Status reports and tiles created on demand
Be aware that map tiles created on demand are not reflected in the cache status reports that you see in ArcMap. Those reports only keep track of tiles that you created using the caching tools.
Updating tiles
When you edit your source database, you need to update the cache before users can see the changes. If you follow the recommendation of precaching an area based on a feature class and filling in the rest of your cache on demand, you'll need to be careful that the updates include all the necessary areas.
There are two strategies you can follow to update your cache when you've been creating tiles on demand:
Delete all tiles that were created on demand before you perform an update
If you're creating tiles on demand, you probably precached a certain area based on a feature class. Normally, you'll also perform the update based on that feature class, and the on-demand tiles will become out-of-date if you do not delete them.
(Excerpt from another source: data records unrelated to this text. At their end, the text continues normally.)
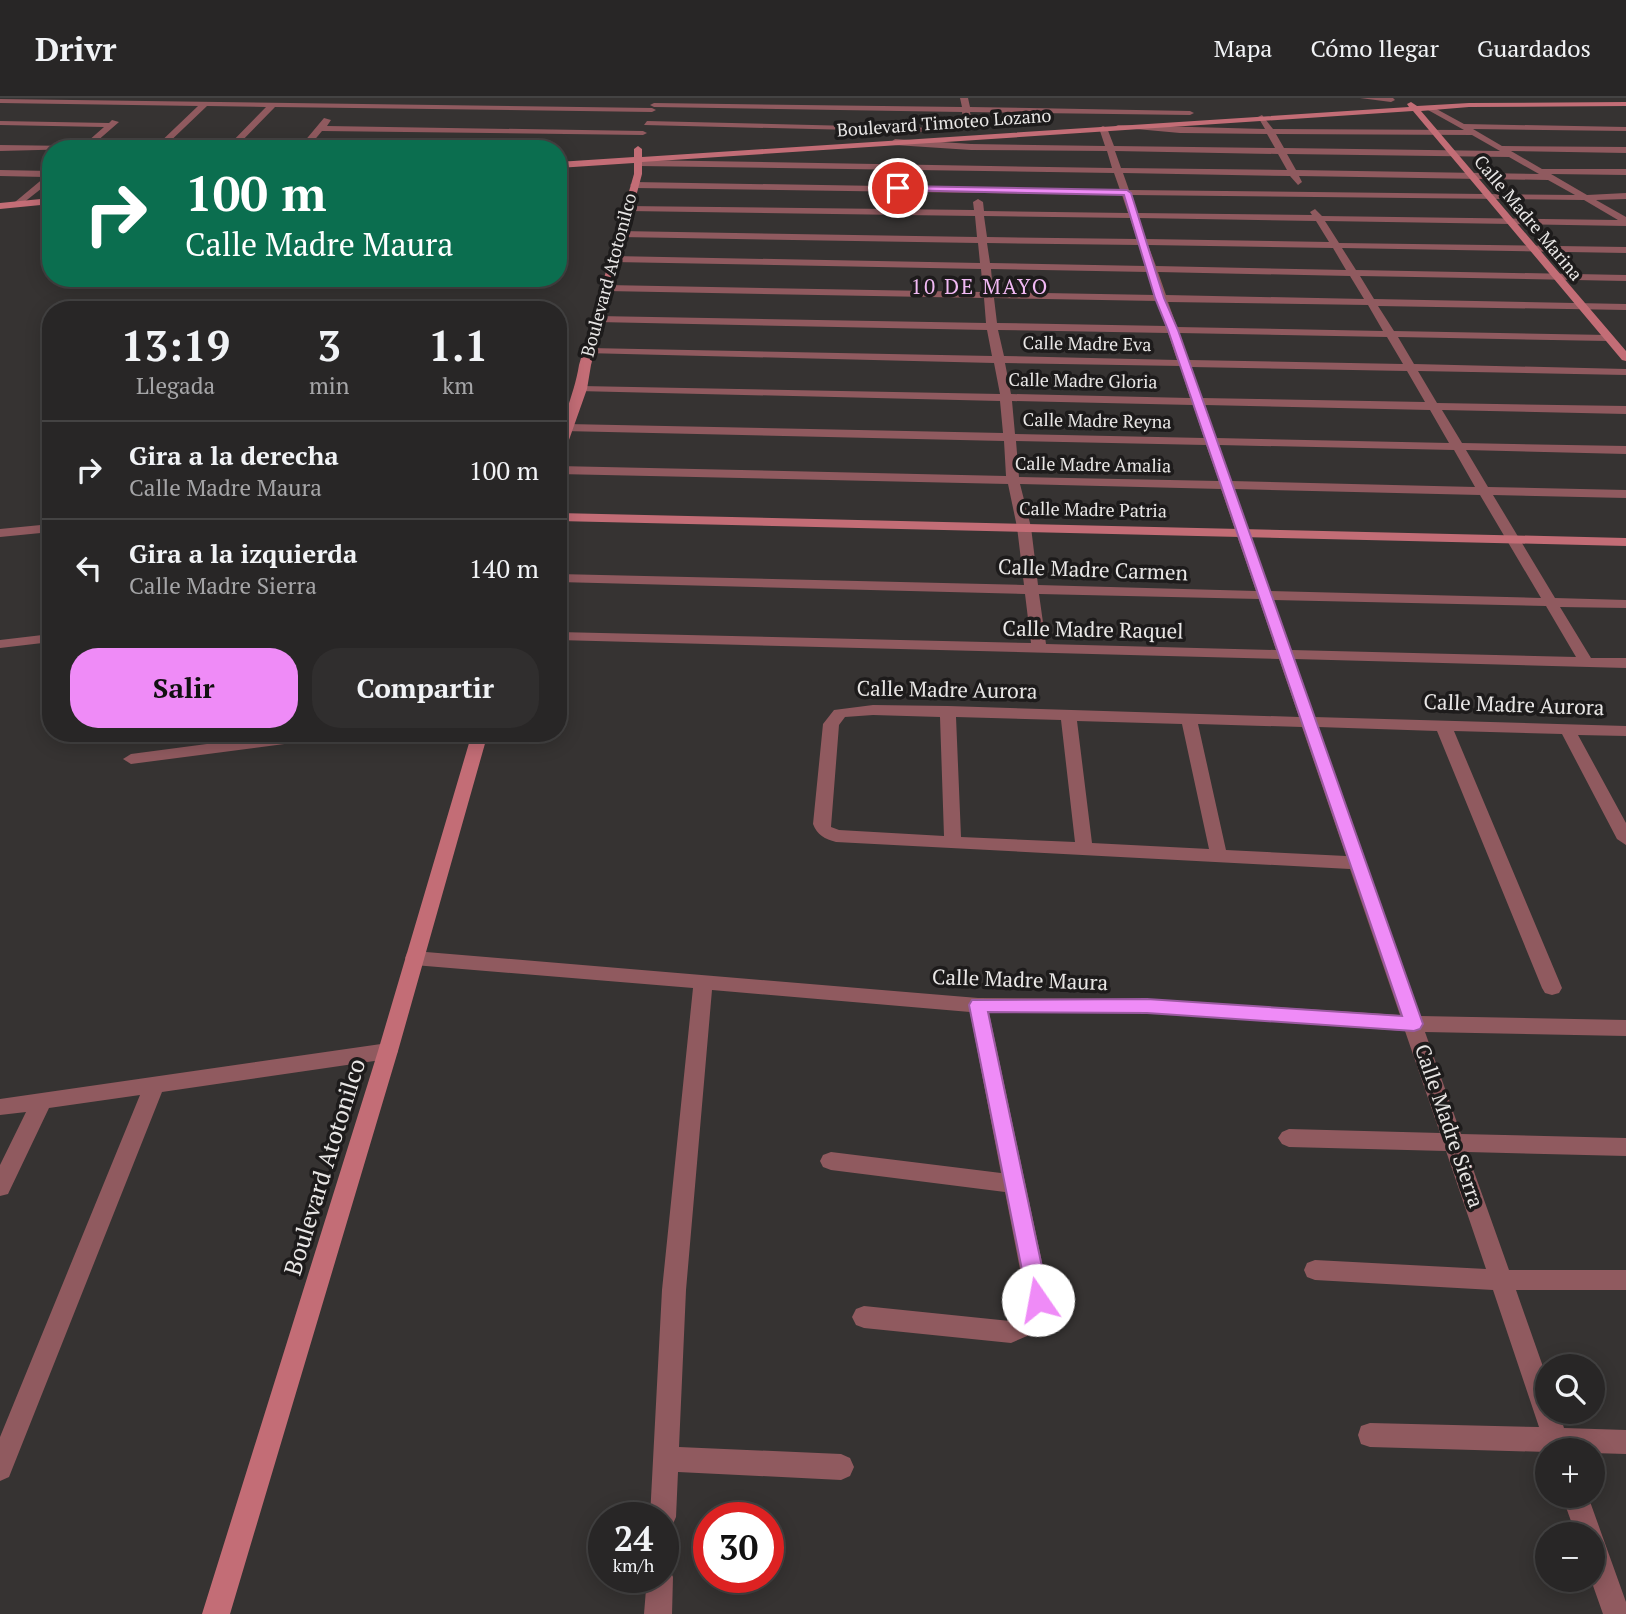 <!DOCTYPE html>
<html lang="es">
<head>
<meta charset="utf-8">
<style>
	body { margin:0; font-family:"PT Serif",serif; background:#302e2e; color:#f1f3f6; height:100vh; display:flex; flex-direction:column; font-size:26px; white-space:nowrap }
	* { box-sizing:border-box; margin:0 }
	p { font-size:23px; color:#a5a5a7 }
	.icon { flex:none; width:38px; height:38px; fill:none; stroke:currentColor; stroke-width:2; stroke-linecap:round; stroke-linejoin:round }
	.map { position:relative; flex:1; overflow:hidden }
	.sheet { position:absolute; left:42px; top:203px; width:525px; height:441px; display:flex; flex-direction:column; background:#282626; border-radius:28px; box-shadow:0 4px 18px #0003,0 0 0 2px #444343 }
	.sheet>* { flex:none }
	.hud { position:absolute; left:42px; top:42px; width:525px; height:147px; border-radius:28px; box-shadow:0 4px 18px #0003,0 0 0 2px #444343; background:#0b6e4f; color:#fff; overflow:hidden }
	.fabs { position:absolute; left:1535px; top:1256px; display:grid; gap:14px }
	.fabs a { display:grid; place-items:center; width:70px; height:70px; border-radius:50%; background:#282626; box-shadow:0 4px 18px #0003,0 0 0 2px #444343; font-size:35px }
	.speed { position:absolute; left:588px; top:1404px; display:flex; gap:14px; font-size:35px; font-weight:700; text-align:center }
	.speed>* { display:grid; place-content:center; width:91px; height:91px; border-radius:50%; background:#282626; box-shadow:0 4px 18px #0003,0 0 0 2px #444343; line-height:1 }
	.speed small { font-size:18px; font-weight:400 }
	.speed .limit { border:10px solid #d22; background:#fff; color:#111 }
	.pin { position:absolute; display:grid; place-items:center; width:60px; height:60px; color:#fff; margin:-30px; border:4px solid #fff; border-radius:50%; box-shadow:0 2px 7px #0007 }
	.me { position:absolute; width:77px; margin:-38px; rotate:348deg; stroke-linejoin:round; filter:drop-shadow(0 0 5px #0008) }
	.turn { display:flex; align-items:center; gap:24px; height:147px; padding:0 28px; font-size:32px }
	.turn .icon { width:91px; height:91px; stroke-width:2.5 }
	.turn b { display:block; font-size:49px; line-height:60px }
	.eta { display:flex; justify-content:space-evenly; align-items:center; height:119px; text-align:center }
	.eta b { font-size:42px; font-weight:700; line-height:49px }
	.action { display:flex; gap:14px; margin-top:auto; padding:14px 28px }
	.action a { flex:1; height:80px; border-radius:28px; background:#ef8bf7; color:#111; font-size:28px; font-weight:700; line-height:80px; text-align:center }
	.action a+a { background:#302e2e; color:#f1f3f6 }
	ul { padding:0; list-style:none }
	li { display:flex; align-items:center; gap:21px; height:98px; padding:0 28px; border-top:2px solid #444343 }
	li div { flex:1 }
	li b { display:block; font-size:26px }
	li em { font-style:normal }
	header { display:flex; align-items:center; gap:42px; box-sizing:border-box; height:98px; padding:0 35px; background:#282626; border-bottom:2px solid #444343 }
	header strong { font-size:33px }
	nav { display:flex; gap:38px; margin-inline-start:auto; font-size:24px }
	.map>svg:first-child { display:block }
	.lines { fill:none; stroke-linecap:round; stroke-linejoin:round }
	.street { fill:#905a5f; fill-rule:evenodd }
	.secondary { fill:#c36d76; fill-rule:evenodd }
	.route { fill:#ef8bf7; stroke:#9b5aa1; stroke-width:2 }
	.labels { text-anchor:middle; stroke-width:7; stroke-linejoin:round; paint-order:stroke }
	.far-street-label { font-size:18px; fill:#e9e7e6; stroke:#1d1b1b }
	.far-quarter-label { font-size:21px; letter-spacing:2px; fill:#f1b9f4; stroke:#1d1b1b }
	.street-label { font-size:21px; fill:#e9e7e6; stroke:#1d1b1b }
	.near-street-label { font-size:24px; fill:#e9e7e6; stroke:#1d1b1b }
</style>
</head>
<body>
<header>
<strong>Drivr</strong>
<nav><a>Mapa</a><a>Cómo llegar</a><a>Guardados</a></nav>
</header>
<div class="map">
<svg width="1626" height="1516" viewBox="0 0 1626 1516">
	<rect width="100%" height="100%" fill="#363332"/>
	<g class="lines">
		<g class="street">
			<polygon points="960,0 968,0 970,9 1190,13 1194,15 1190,17 970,14 973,29 969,31 965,29 962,14 654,9 650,7 654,5 962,9"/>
			<polygon points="1360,0 1393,0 1395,2 1391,4"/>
			<polygon points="0,1 652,10 656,12 652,14 275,9 234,51 225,51 266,9 207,8 162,51 153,51 198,8 0,5"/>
			<path d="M 1431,8 L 1464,26 L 1626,29 L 1626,33 L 1473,31 L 1502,48 L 1626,49 L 1626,55 L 1511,53 L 1542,71 L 1626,71 L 1626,77 L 1551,76 L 1587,97 L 1626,95 L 1626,101 L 1596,102 L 1626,119 L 1626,128 L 1325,123 L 1339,145 L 1626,149 L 1626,155 L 1342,150 L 1356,172 L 1626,177 L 1626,183 L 1360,178 L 1374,201 L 1626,206 L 1626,212 L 1378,208 L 1394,233 L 1608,237 L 1613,240 L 1608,243 L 1398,239 L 1414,266 L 1626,271 L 1626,277 L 1418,273 L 1437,305 L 1626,308 L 1626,316 L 1442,312 L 1462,345 L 1626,348 L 1626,356 L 1466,352 L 1488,389 L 1626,392 L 1626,400 L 1493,397 L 1555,500 L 1626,502 L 1626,510 L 1560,509 L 1591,560 L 1626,560 L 1626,570 L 1294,561 L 1314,619 L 1626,628 L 1626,638 L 1578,637 L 1626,725 L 1626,747 L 1617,741 L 1562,636 L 1454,633 L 1562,890 L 1559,895 L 1552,897 L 1545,895 L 1542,890 L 1437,633 L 1318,629 L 1420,918 L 1626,922 L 1626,938 L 1425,934 L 1461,1036 L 1626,1040 L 1626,1058 L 1467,1054 L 1509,1172 L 1626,1172 L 1626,1192 L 1516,1192 L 1547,1280 L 1547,1314 L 1559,1314 L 1564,1330 L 1626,1332 L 1626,1356 L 1592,1355 L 1592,1353 L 1547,1354 L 1370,1349 L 1361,1346 L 1358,1337 L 1361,1328 L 1370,1325 L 1539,1329 L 1493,1192 L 1315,1182 L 1307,1179 L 1304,1172 L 1307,1165 L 1315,1162 L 1486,1171 L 1446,1053 L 1289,1049 L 1282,1046 L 1278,1040 L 1282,1034 L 1289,1031 L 1440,1035 L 1405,933 L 1147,915 L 989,915 L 1050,1202 L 1041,1232 L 1011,1245 L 864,1230 L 856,1227 L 852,1219 L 856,1211 L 864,1208 L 1010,1223 L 1023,1217 L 1026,1202 L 1005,1094 L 831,1072 L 823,1069 L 820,1063 L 823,1057 L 831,1054 L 1001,1075 L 970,914 L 712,892 L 686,1192 L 679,1349 L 841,1356 L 850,1360 L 854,1369 L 850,1378 L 841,1382 L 678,1374 L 676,1419 L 672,1428 L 663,1432 L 663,1419 L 650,1419 L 662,1192 L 693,890 L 414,867 L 407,865 L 405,860 L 407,855 L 414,853 L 978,900 L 1147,901 L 1400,917 L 1350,771 L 836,744 C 825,741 817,737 813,726 L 823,626 L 834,612 L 873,607 L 948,608 L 1299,619 L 1279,561 L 558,542 L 558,534 L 1031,545 L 1025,496 L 558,484 L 558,476 L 1024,487 L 1017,429 L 1008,386 L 558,376 L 558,368 L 1006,378 L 1004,343 L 563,333 L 561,330 L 567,326 L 1003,335 L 1000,303 L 577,293 L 577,289 L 581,288 L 1000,296 L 994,265 L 585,255 L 585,251 L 589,250 L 992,258 L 987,232 L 597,224 L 592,221 L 597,218 L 986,225 L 984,200 L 606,193 L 601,190 L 606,187 L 983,194 L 981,171 L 613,164 L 608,161 L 613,158 L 980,165 L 978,145 L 620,139 L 615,136 L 620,133 L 977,139 L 975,118 L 628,113 L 625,112 L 625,108 L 974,112 L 973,104 L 978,101 L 983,104 L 984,113 L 1128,115 L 1122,97 L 634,90 L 630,87 L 634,84 L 1120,92 L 1114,75 L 639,68 L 635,65 L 639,62 L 1112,70 L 1107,53 L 971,52 L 895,47 L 891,44 L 895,41 L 971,46 L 1105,48 L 1099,30 L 1103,28 L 1107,30 L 1114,48 L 1275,50 L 1267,36 L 1180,35 L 1114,29 L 1118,27 L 1265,31 L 1258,19 L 1262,17 L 1273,31 L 1464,32 L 1428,12 ZM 1276,36 L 1472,37 L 1500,53 L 1284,50 ZM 1115,53 L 1278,56 L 1287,72 L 1121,70 ZM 1287,56 L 1509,59 L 1539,76 L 1296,72 ZM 1123,75 L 1290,78 L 1298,87 L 1302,84 L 1299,78 L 1548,82 L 1575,97 L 1129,92 ZM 1131,97 L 1584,102 L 1618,122 L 1322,118 L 1315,111 L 1310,114 L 1312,117 L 1137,115 ZM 984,118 L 1130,120 L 1137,141 L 987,139 ZM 1139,120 L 1316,123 L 1329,144 L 1146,141 ZM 987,145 L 1139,147 L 1146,168 L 990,165 ZM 1148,147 L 1333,150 L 1346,172 L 1156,168 ZM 991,171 L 1148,174 L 1156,197 L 993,194 ZM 1158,174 L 1350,178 L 1364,201 L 1166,197 ZM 994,200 L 1158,203 L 1166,228 L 997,225 ZM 1168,204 L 1368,207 L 1383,233 L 1177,229 ZM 998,232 L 1168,235 L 1177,262 L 1004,258 ZM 1179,235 L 1387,239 L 1403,266 L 1189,262 ZM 1005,265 L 1180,268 L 1190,300 L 1011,296 ZM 1191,269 L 1407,273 L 1425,304 L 1202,300 ZM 1012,303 L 1193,307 L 1204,340 L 1015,336 ZM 1205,307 L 1430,312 L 1449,345 L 1216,340 ZM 1016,343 L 1206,347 L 1219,383 L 1019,379 ZM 1219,347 L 1454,352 L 1475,389 L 1231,383 ZM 1020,386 L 1221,391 L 1256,493 L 1038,487 L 1031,429 ZM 1234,391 L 1480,397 L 1541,500 L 1270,493 ZM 1039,496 L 1259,501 L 1276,552 L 1046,546 ZM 1273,502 L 1546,508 L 1576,559 L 1291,552 ZM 873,617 L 940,619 L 944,738 L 839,732 L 831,729 L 839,627 L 845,619 ZM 956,619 L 1061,622 L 1075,744 L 961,739 ZM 1077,623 L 1182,626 L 1209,751 L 1092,745 ZM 1198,626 L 1302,629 L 1346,758 L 1226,752 Z"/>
			<polygon points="324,20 331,22 327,28 643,33 647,35 643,37 322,33 307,51 298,51"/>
			<polygon points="112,22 119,24 88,51 79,51 104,29 0,27 0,23 109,25"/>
			<polygon points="647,23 934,30 938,32 934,34 644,27"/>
			<polygon points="0,47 73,48 77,51 0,53"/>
			<polygon points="0,72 51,73 51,83 18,109 13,106 15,104 45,79 0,78"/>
			<polygon points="51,426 51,434 0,439 0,431"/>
			<polygon points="51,536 51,544 0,550 0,542"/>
			<polygon points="289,635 338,635 330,640 131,666 123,661 131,656"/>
			<polygon points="388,945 395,947 398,953 395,959 388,961 162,994 9,1379 0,1383 0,1339 140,997 49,1010 8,1096 0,1098 0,1067 26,1014 0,1017 0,1001"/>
			<polygon points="1562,1398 1588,1398 1626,1504 1626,1516 1603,1516 1591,1482 1592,1437 1576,1437"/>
			<polygon points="663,1467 669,1470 673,1479 672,1516 644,1516 647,1479 663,1479"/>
		</g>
		<g class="secondary">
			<path d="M 1411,4 L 1417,8 L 1469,5 L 1626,4 L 1626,8 L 1469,9 L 1421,13 L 1626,253 L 1626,263 L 1622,262 L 1413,13 L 642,64 L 642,76 L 591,267 L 587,291 L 564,356 L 558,360 C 558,327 574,299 579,267 L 634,76 L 634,65 L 558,70 L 558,64 L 634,59 L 634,51 L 638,48 L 642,51 L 642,59 L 1409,9 L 1407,6 Z"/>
			<polygon points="51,100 51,106 0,111 0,105"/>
			<polygon points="558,415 1626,440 1626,448 558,423"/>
			<polygon points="472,635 488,635 398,953 230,1516 202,1516 378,953"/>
		</g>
	</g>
	<polygon class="route" points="898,88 1127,92 1131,95 1164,200 1178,232 1423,926 1420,931 1414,933 1147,915 988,914 1049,1202 1046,1208 1038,1211 1031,1208 1028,1202 969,907 972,902 1147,901 1402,918 1168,232 1155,200 1124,97 895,92"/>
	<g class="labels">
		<g class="far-street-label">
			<text transform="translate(944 25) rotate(-4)" y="6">Boulevard Timoteo Lozano</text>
			<text transform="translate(1528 120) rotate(50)" y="6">Calle Madre Marina</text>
			<text transform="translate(609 177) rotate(-75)" y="6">Boulevard Atotonilco</text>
			<text transform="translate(1087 246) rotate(1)" y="6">Calle Madre Eva</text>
			<text transform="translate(1083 283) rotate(1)" y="6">Calle Madre Gloria</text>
			<text transform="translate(1097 323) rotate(1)" y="6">Calle Madre Reyna</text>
			<text transform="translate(1093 367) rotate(1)" y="6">Calle Madre Amalia</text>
			<text transform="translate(1093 412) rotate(1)" y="6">Calle Madre Patria</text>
		</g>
		<g class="far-quarter-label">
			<text x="980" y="196">10 DE MAYO</text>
		</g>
		<g class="street-label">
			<text transform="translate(1093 472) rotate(2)" y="7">Calle Madre Carmen</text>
			<text transform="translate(1093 532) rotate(1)" y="7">Calle Madre Raquel</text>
			<text transform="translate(947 592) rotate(1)" y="7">Calle Madre Aurora</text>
			<text transform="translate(1514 607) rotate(2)" y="7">Calle Madre Aurora</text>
			<text transform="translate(1020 882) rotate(2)" y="7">Calle Madre Maura</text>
			<text transform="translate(1449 1028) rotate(71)" y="7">Calle Madre Sierra</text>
		</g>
		<g class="near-street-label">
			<text transform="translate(325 1069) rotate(-73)" y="8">Boulevard Atotonilco</text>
		</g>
	</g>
</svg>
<div class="fabs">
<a><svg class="icon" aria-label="search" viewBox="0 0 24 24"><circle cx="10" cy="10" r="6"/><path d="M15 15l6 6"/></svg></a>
<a>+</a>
<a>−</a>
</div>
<div class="speed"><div>24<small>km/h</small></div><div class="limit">30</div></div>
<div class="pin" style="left:898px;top:90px;background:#d93025"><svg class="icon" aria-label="arrive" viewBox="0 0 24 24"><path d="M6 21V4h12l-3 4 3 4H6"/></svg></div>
<svg class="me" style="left:1038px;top:1202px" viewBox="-20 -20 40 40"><circle r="19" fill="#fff"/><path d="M0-13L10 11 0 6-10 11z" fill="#ef8bf7"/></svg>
<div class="hud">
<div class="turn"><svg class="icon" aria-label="right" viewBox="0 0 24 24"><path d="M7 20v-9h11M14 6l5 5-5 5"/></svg><div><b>100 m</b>Calle Madre Maura</div></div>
</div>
<section class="sheet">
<div class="eta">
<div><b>13:19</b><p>Llegada</p></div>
<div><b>3</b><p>min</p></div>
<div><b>1.1</b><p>km</p></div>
</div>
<ul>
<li><svg class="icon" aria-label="right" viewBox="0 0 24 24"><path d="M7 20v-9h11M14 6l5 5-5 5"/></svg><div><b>Gira a la derecha</b><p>Calle Madre Maura</p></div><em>100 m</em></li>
<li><svg class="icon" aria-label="left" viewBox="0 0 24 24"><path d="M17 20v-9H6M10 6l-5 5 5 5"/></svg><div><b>Gira a la izquierda</b><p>Calle Madre Sierra</p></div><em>140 m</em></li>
</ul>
<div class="action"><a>Salir</a><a>Compartir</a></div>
</section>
</div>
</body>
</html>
To delete the tiles, run Manage Map Server Cache Tiles using the Delete Tiles mode. You should delete tiles based on the inverse of the feature class you precached against. You can use ArcGIS editing tools to make a polygon representing the full extent of your map and cut a hole in it for the area that was precached. The resulting donut polygon is the area where tiles should be deleted. See Cutting holes in existing polygons for an explanation of how to cut a hole in a polygon using the Clip command in ArcMap.
Alternatively, you can delete all tiles in the cache before you start the update, but this might add some overhead if your cache is large.
If you're worried that users will have to wait for a certain place to be cached on demand after every update, you should think about adding this place to the area that is precached. When you've precached wisely, on-demand caching should only occur infrequently in random patterns in the less interesting areas of your map. If users are constantly returning to a place, it should be precached.
Target your cache updates to cover only the areas where data was edited
One way to do this is to use geodatabase archiving or a custom tool to track all the changes since the last update, then export these changed areas to a feature class and update tiles based on the feature class boundary.
If you're sure that you're only updating areas where edits occurred, you don't have to delete all the tiles that were created on demand.